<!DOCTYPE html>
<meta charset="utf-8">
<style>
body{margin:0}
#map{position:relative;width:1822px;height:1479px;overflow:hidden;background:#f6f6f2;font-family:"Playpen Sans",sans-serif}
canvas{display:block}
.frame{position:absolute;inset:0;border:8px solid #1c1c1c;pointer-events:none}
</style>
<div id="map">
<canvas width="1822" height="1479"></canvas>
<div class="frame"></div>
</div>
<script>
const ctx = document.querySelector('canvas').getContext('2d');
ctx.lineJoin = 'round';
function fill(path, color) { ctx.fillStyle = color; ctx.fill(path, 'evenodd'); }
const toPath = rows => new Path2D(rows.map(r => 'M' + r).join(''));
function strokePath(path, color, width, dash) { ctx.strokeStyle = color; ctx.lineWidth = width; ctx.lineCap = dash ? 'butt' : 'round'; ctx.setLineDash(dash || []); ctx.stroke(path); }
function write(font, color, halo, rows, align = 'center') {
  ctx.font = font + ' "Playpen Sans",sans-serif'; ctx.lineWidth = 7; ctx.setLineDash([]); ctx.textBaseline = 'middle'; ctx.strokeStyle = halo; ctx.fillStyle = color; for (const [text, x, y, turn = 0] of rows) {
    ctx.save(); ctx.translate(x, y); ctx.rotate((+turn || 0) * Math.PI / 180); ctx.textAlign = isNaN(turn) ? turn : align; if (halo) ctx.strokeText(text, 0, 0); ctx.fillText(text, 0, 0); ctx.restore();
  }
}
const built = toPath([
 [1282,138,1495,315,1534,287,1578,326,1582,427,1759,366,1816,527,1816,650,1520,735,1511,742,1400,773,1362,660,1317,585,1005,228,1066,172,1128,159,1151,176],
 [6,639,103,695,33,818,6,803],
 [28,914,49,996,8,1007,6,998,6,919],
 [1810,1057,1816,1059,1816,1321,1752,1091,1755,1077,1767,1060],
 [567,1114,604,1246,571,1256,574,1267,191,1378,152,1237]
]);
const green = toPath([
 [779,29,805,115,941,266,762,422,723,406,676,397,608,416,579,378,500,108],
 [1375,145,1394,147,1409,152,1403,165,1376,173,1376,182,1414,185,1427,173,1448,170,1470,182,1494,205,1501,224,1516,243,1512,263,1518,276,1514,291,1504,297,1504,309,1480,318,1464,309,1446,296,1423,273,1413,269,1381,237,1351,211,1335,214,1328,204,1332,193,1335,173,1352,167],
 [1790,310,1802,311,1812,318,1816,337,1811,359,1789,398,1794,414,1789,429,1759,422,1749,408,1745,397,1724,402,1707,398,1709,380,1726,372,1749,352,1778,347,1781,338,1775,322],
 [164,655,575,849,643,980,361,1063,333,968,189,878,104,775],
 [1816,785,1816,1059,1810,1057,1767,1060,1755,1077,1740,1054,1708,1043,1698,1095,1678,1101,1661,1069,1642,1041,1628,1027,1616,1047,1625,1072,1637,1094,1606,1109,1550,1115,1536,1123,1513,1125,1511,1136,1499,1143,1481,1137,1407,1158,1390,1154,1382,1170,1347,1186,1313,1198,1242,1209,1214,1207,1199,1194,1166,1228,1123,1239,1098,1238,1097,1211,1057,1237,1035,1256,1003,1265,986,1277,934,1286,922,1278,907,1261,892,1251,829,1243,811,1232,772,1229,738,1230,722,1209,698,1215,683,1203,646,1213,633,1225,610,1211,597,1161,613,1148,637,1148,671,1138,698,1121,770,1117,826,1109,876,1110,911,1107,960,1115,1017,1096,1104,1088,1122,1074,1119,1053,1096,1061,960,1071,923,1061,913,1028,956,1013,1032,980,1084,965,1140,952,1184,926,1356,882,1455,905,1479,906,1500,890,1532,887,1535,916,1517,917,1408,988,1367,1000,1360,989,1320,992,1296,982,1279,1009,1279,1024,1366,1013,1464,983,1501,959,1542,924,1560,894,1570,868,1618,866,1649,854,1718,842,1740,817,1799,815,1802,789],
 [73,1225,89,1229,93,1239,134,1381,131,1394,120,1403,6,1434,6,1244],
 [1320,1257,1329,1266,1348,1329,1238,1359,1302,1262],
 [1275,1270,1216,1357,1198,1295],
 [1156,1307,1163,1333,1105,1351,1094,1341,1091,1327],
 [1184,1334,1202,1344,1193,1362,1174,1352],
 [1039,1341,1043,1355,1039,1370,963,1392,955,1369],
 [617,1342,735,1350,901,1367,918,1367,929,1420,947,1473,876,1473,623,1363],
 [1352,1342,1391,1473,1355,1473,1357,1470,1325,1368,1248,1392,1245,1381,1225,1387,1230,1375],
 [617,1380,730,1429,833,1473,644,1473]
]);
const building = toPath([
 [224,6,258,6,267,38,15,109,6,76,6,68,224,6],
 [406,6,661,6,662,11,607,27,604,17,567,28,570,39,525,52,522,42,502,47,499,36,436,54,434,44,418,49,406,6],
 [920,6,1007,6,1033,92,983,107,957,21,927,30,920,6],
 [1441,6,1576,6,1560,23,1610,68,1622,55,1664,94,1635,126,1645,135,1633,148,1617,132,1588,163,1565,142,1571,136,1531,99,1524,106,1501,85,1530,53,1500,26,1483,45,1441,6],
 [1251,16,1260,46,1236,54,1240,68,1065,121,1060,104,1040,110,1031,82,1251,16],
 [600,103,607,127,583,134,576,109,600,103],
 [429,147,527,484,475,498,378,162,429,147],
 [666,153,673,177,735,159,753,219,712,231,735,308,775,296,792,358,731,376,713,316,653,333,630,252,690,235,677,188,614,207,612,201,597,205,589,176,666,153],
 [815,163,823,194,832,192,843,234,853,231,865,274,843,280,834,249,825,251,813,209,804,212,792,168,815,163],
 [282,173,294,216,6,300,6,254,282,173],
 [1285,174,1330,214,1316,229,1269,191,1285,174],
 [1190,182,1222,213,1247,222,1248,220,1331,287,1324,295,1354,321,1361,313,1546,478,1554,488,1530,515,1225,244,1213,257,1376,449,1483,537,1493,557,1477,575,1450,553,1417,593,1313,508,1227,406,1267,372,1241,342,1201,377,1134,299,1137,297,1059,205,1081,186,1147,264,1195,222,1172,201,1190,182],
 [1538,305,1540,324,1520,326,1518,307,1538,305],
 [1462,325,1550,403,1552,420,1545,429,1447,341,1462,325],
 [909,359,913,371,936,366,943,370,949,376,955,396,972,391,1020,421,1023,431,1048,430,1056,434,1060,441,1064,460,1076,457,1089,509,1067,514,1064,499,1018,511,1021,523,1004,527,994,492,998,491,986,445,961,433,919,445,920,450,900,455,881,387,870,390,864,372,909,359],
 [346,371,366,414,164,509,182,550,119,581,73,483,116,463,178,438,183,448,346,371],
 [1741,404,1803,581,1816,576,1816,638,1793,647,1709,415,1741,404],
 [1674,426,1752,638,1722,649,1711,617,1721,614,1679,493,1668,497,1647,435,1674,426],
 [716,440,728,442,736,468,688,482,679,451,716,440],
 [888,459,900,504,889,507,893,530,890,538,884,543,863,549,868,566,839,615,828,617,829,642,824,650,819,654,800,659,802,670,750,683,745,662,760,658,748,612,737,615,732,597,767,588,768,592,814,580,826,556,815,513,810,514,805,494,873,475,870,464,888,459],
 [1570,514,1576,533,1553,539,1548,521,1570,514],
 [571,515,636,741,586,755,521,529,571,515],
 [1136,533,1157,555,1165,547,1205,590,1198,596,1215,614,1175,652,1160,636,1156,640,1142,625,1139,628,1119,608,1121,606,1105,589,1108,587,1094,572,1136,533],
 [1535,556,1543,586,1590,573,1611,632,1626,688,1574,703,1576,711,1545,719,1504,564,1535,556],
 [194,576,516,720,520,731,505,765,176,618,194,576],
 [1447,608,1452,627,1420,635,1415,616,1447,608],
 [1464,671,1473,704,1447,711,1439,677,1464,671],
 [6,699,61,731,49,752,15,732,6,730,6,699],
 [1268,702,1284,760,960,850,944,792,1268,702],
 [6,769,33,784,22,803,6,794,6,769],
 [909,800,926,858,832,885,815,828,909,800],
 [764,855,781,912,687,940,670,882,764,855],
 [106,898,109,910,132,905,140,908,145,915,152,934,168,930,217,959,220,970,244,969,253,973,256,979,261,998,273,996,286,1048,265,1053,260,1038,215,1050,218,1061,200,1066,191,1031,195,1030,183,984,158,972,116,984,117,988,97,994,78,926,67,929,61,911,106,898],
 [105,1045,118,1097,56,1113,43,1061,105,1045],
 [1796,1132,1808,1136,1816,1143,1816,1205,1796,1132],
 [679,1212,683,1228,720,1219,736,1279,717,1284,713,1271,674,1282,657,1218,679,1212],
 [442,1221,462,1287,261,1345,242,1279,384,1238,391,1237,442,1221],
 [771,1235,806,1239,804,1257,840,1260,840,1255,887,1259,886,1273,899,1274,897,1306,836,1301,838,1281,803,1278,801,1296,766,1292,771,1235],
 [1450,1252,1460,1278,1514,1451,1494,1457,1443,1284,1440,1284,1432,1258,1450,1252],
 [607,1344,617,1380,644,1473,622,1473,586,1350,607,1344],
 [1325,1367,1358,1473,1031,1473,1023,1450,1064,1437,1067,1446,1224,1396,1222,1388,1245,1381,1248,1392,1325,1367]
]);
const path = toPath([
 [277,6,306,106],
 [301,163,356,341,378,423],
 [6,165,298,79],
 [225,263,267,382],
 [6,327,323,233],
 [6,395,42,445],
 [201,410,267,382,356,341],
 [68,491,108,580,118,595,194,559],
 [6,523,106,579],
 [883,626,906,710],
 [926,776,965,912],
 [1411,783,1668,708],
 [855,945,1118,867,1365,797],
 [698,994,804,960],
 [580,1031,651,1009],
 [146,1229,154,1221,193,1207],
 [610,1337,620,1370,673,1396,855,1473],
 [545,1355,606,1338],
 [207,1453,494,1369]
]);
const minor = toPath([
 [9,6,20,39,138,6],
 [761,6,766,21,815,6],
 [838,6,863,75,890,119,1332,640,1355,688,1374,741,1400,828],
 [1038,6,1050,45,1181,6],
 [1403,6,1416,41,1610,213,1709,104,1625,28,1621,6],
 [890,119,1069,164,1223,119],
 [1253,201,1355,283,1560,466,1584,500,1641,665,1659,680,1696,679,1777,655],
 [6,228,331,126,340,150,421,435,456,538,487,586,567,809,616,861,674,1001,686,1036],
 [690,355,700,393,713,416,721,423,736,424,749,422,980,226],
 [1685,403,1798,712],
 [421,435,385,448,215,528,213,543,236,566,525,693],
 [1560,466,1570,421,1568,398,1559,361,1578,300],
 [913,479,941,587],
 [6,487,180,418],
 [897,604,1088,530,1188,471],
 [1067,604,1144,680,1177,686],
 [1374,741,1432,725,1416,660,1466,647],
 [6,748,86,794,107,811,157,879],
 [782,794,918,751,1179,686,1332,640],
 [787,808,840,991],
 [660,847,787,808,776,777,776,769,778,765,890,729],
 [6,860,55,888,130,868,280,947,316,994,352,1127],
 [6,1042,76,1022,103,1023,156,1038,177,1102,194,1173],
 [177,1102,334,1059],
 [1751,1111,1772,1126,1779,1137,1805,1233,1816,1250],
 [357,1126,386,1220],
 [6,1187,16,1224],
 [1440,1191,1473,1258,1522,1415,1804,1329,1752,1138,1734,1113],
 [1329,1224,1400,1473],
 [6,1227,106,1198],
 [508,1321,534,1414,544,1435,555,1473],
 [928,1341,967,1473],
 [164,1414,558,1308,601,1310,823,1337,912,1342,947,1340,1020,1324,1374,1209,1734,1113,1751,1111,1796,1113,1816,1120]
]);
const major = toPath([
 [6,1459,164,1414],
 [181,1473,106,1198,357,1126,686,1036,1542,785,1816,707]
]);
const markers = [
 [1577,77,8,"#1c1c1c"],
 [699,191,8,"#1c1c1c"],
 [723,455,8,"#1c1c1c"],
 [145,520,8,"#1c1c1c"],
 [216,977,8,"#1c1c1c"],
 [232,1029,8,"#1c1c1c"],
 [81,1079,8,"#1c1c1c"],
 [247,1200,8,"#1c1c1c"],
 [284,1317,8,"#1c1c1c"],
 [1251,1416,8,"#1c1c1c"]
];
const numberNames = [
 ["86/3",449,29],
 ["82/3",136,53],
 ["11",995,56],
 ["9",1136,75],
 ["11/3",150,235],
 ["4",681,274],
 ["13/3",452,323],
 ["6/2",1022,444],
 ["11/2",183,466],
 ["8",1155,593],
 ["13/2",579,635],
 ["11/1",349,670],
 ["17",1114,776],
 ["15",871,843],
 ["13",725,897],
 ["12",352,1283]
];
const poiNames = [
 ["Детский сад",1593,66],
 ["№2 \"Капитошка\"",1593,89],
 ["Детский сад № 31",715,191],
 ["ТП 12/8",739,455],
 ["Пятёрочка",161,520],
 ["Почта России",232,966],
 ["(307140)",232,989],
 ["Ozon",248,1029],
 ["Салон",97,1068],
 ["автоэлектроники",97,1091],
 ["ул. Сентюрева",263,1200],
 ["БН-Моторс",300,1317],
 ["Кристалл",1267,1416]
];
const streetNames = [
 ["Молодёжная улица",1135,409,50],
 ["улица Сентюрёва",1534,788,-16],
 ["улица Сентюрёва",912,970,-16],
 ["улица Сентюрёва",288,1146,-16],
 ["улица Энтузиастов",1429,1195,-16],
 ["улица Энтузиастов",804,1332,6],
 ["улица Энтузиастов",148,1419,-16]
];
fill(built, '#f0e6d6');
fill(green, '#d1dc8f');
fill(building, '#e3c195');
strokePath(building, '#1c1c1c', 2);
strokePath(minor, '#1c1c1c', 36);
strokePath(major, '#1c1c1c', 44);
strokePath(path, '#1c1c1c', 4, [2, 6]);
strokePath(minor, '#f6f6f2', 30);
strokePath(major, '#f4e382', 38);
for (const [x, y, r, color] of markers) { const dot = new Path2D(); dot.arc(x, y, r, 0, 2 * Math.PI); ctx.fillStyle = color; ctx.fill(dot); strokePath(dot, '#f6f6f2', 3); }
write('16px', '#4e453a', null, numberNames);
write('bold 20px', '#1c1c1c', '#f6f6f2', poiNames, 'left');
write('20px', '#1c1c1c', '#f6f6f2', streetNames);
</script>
________
#### [Task prompt]
Take every line above where "Детский" appears and copy it.

#### [Solution for this task]
 ["Детский сад",1593,66],
 ["Детский сад № 31",715,191],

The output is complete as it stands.